Dentre as formas de estudo de história das ideias,
podemos destacar particularmente o estudo histórico da circulação das ideias: as formas de transmissão de uma ideia ou representação cultural em uma
dada sociedade. Em especial, a transmissão por meio dos livros. Esse estudo
impõe desafios de toda sorte, desafios que abrem ricas possibilidades de
pesquisa e compreensão de sociedades e contextos históricos distintos de
nosso próprio.
Os historiadores das ideias têm voltado sua atenção,
nas últimas décadas, para a forma como as obras literárias ou filosóficas foram
recebidas nos seus respectivos meios, e posteriormente ao longo de outras
gerações. Por exemplo, estamos acostumados a ler e a nos deleitar com as obras clássicas
de Machado de Assis, e a pensar nas formas pelas quais o autor representou as
mazelas da sociedade brasileira de seu tempo, além de tocar em questões e
dilemas humanos que transcendem sua própria época. Mas quem seriam os leitores
contemporâneos dos livros de Machado, considerando que, no Brasil do final do
século XIX a maior parte da população era analfabeta? Onde e como seus livros
eram lidos? Como os leitores interpretariam os textos e ideias de Machado?
Questões como essas motivaram Hélio de Seixas Guimarães na pesquisa e escrita
de Os leitores de Machado de Assis: O
Romance Machadiano e o Público de Literatura no Século XIX (GUIMARÃES,
2004).
Podemos discutir o impacto das ideias do Iluminismo
no final do século XVIII, com todas as consequências futuras para nossas formas
de pensar a sociedade e a política. Mas como essas ideias circularam naquele
período? Robert Darnton pesquisou esse tema através de um estudo dos leitores e
compradores da famosa Enciclopédia de
Diderot e D’Alembert, revelando uma série de aspectos antes não observados,
como a existência de edições piratas, alterações e intervenções indevidas nos
textos, contrabando de livros, entre outros (DARNTON, 1996).

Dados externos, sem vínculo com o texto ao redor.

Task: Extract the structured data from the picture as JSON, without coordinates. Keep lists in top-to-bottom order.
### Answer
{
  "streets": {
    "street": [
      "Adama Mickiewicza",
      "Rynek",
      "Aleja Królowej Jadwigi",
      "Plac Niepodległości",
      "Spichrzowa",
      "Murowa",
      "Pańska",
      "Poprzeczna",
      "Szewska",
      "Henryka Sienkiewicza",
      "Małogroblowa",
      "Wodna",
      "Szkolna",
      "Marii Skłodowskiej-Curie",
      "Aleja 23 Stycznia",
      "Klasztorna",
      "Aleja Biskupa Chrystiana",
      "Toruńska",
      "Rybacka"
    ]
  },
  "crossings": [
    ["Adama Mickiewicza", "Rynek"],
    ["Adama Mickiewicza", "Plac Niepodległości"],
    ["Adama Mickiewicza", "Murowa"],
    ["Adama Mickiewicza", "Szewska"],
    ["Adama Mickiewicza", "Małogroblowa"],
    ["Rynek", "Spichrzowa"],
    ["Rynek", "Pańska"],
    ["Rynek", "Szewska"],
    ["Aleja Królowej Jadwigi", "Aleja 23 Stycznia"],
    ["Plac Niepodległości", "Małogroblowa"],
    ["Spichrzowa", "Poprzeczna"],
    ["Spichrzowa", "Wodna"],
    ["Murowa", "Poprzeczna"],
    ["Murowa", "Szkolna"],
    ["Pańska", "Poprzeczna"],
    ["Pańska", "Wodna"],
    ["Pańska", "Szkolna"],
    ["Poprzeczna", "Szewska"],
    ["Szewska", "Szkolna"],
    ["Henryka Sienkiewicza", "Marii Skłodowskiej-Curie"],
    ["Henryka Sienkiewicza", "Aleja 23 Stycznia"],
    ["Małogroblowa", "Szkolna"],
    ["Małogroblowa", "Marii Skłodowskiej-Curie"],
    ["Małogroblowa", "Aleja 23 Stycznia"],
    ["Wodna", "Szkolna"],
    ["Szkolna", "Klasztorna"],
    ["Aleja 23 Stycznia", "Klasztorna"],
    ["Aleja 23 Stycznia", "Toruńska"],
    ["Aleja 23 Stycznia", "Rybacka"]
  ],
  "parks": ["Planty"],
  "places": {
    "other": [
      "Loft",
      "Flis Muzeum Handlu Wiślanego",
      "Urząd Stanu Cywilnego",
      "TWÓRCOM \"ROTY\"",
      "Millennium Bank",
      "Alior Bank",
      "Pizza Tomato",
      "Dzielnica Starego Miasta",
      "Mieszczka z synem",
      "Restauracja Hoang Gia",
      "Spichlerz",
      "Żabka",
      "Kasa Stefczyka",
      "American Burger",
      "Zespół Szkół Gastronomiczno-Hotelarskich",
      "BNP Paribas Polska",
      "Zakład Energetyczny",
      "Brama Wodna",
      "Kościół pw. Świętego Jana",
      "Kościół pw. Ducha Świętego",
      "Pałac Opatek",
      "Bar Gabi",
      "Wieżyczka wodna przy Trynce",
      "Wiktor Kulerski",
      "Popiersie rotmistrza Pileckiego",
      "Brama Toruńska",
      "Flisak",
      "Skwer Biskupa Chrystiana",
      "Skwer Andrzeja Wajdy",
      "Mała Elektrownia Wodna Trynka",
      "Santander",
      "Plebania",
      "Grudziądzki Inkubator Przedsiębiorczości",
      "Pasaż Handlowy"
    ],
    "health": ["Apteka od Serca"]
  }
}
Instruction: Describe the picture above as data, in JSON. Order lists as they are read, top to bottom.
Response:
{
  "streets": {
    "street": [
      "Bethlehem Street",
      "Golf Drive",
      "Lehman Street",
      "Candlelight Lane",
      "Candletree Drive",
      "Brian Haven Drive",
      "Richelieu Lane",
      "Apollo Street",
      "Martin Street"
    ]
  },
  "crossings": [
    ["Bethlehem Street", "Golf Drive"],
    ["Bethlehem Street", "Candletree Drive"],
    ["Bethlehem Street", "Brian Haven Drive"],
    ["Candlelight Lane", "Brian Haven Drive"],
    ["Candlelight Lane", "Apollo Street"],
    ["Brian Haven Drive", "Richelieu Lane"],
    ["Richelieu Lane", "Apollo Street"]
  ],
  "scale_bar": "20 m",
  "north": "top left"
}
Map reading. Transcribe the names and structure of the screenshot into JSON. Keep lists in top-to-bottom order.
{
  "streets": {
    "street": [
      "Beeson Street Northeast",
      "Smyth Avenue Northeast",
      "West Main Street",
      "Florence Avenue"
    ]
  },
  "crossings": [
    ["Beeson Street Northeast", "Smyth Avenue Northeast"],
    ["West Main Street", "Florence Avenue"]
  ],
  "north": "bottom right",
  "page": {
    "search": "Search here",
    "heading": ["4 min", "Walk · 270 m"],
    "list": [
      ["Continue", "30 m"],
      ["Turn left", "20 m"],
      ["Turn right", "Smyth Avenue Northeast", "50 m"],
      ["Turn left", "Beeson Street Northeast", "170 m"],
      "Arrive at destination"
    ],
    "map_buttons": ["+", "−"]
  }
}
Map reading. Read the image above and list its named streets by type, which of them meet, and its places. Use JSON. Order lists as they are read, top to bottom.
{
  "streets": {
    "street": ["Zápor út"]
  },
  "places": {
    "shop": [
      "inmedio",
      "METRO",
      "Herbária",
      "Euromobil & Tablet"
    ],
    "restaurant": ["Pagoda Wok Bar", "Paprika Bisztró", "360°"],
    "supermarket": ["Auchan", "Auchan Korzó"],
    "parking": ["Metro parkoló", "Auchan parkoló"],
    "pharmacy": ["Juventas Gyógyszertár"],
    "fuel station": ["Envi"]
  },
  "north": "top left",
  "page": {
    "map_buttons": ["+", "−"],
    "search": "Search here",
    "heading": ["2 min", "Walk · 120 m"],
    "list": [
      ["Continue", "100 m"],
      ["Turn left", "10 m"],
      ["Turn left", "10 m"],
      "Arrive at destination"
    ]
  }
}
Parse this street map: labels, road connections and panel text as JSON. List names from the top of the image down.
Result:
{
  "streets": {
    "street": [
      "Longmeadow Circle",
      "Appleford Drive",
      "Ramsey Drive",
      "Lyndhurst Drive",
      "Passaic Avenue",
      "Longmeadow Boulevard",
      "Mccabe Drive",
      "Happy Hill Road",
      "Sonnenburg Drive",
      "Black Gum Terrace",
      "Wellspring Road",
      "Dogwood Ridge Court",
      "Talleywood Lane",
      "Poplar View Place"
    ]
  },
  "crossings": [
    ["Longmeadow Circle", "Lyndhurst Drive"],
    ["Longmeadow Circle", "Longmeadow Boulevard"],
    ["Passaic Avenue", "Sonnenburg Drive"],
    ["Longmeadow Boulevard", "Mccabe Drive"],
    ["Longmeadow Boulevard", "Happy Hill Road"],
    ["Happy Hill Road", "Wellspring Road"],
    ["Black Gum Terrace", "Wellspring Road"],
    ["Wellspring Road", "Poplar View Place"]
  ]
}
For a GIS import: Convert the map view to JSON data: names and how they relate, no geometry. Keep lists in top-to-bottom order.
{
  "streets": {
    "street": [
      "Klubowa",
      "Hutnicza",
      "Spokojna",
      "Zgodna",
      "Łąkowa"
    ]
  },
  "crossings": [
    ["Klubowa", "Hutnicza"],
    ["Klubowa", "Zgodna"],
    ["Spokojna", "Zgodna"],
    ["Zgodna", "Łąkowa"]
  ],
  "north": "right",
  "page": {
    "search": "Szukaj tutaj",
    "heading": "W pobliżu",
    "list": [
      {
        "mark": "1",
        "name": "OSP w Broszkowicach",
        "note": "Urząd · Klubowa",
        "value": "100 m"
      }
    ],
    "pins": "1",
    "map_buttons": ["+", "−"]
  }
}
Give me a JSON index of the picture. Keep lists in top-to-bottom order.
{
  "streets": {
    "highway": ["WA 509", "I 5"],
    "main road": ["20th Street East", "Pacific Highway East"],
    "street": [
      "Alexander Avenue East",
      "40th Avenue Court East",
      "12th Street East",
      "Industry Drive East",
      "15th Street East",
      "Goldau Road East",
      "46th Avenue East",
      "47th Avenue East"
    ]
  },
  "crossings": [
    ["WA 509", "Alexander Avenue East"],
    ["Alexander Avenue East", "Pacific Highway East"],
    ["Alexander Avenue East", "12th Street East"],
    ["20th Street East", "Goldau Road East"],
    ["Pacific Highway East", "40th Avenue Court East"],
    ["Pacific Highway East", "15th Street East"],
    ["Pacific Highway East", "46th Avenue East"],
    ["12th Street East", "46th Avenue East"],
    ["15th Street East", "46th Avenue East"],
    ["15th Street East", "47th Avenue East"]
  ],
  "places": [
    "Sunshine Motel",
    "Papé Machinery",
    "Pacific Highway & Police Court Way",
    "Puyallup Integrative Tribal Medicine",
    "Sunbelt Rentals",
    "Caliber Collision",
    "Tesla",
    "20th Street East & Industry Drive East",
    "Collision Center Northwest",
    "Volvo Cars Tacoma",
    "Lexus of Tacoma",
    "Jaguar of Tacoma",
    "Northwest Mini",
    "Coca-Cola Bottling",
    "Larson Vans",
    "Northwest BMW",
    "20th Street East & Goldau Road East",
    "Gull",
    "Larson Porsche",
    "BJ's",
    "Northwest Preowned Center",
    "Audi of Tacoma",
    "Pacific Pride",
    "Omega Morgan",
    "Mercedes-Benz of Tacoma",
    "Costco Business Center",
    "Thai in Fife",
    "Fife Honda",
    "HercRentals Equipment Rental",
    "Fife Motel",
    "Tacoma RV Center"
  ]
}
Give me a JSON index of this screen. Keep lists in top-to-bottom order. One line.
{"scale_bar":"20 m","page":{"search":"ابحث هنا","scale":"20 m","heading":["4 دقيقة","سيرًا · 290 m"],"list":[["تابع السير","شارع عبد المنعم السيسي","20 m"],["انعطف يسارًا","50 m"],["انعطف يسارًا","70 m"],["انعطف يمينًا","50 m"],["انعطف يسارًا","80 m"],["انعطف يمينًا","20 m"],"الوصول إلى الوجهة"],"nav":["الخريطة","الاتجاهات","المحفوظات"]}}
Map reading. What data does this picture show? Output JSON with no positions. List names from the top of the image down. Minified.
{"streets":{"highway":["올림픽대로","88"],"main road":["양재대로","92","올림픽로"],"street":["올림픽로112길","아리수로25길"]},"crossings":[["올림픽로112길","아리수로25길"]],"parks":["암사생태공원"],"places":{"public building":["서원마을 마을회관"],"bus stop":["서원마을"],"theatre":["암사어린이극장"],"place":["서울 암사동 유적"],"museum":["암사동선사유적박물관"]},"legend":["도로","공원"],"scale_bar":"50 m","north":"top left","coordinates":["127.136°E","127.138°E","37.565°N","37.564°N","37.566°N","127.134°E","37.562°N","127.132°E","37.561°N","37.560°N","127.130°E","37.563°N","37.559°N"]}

O que podemos pensar sobre a própria prática da
leitura ao longo da história? Das diferenças entre os espaços onde a leitura se
dá (o espaço privado da casa, ou o espaço público das bibliotecas e gabinetes
de leitura), até a recepção das ideias de um texto pelo leitor, muitas
possibilidades surgem para os historiadores. Segundo um dos principais
estudiosos do livro e da leitura na história, Roger Chartier, o pesquisador
acaba por operar dentro uma tensão entre dois extremos: considerar o livro como
“todo-poderoso”, impondo seu significado sobre o leitor, ou enxergar como
“primordial a liberdade do leitor”, ou seja, pensar que cada leitura é única e
irredutível, que cada leitor interpreta o que lê de acordo com sua própria experiência
de vida. Para Chartier, cabe ao pesquisador buscar, “para cada época e para
cada meio, as modalidades partilhadas do ler”, os “processos pelos quais, face
a um texto, é historicamente produzido um sentido e diferenciadamente
construída uma significação” (CHARTIER, 1990, p. 121).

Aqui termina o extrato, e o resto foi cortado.